Und ausgerechnet am Abend dieses brechreizenden Tages lädt der Lipsiusbau der Staatlichen Kunstsammlungen ein, positive Veränderungen zu feiern: „Der Wandel wird kommen“, neudeutsch: „Change to come“ und, einzig legitim, auf Polnisch: „Zmiana, która nadejdzie.“ Während die deutsche Begrifflichkeit noch etwas poetisch und vage klingt, hat die polnische Gegenwart bereits Tatsachen geschaffen. Zum Glück. Immerhin wurde diese Ausstellung verabredet, als im östlichen Nachbarland erzkonservative Populistinnen schon ein paar Jahre nicht nur an den Grundrechten schraubten, die Verfassung unterminierten und das Recht auf Abtreibung vollständig kassierten, sondern auch die Kulturlandschaft ideologisch und personell umkrempelten. Die Wahlen vom Herbst 2023 brachten Veränderung. Zmiana. Doch eines war in Polen stets gleich geblieben während der Ägide der PiS-Partei: Egal, wie viele Museumsdirektorinnen und Indendantinnen entlassen wurden, wie viele Theaterstücke zensiert und Dauerausstellungen patriotisch umgebaut wurden, die meisten notorisch kritischen Künstlerinnen ließen sich nicht einschüchtern. Sie verlegten ihre Aktionen in den öffentlichen Raum und demonstrierten gemeinsam mit Bürgerinnen gegen Restriktionen.
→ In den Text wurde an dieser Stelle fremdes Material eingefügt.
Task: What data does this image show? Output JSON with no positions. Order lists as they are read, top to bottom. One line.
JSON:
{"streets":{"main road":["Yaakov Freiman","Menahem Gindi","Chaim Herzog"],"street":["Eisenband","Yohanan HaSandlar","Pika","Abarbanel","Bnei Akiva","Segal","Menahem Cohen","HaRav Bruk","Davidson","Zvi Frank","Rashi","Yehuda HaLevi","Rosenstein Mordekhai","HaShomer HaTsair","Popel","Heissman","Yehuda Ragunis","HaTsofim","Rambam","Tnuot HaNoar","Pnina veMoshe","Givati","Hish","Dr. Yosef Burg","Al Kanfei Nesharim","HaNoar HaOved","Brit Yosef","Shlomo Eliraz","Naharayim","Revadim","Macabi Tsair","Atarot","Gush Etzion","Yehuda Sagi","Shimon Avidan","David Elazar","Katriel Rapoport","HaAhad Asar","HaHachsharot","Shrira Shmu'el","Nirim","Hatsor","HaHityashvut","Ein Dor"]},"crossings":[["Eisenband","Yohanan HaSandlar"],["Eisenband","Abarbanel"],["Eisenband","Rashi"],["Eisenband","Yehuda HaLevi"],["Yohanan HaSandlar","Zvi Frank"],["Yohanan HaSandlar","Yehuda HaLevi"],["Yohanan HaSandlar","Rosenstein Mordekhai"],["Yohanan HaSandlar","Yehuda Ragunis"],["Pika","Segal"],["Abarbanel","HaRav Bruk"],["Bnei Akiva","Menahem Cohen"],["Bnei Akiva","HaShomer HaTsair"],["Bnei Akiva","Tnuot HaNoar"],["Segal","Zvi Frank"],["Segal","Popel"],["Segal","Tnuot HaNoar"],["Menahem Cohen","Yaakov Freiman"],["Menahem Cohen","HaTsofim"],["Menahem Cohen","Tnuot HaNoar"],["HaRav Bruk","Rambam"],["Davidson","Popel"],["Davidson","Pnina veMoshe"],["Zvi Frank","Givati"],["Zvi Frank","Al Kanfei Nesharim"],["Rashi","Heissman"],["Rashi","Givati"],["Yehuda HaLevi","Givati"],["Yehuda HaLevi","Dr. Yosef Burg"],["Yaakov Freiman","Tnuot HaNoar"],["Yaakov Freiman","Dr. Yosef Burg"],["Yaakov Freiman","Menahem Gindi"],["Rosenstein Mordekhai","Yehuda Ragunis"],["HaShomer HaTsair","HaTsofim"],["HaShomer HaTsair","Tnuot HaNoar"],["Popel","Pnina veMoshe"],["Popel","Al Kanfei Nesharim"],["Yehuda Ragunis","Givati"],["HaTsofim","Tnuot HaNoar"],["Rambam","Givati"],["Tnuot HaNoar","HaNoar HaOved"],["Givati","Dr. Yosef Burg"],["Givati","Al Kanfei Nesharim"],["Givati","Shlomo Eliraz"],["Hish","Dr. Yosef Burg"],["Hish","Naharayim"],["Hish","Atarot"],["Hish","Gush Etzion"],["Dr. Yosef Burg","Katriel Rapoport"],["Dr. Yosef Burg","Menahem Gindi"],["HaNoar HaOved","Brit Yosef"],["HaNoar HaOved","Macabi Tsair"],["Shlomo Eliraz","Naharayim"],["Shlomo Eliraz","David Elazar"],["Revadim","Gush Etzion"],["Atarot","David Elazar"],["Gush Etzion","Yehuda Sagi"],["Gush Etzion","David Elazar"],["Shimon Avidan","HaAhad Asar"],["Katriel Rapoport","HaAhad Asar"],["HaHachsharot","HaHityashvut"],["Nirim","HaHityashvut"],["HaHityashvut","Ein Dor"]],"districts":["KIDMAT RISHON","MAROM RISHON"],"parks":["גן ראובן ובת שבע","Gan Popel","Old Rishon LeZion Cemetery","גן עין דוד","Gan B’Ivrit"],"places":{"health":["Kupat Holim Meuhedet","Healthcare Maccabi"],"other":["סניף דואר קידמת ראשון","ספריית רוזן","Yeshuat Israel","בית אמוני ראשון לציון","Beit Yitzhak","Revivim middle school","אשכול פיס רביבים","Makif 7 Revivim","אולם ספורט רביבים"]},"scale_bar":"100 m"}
In diesem Geiste würdigt die Dresdner Ausstellung verschiedene Generationen des künstlerischen Aufbegehrens. Schließlich waren die Jahre 2015 bis 2023 nicht das erste Mal, dass nebenan Kultur zum Feindbild dämonisiert wurde. Die Abstraktionen von Maria Jarema (1908-1958) und die konstruktiven Visionen von Marian Bogusz (1920-1980) erinnern an die frühen 1950er, als auch in der Volksrepublik die sowjetisch geschürten Formalimusverdikte herrschten, und selbst die figurativen Grenzgänge von Andrzej Wróblewski (1927-1957) als Angriffe auf die sozialistisch-realistische Malerei galten. Hier kam der Wandel – anders als damals in Ostdeutschland – mit dem Ableben Stalins und dem Abschmelzen seiner Doktrinen. Die meisten der vom Krieg geschwächten Avantgardistinnen, so auch Lichtgestalten wie Katarzyna Kobro und Władysław Strzemiński, erlebten dieses Tauwetter nicht mehr, verdanken den heutigen kunsthistorischen Ruhm jedoch auch ihrer Unbeirrbarkeit.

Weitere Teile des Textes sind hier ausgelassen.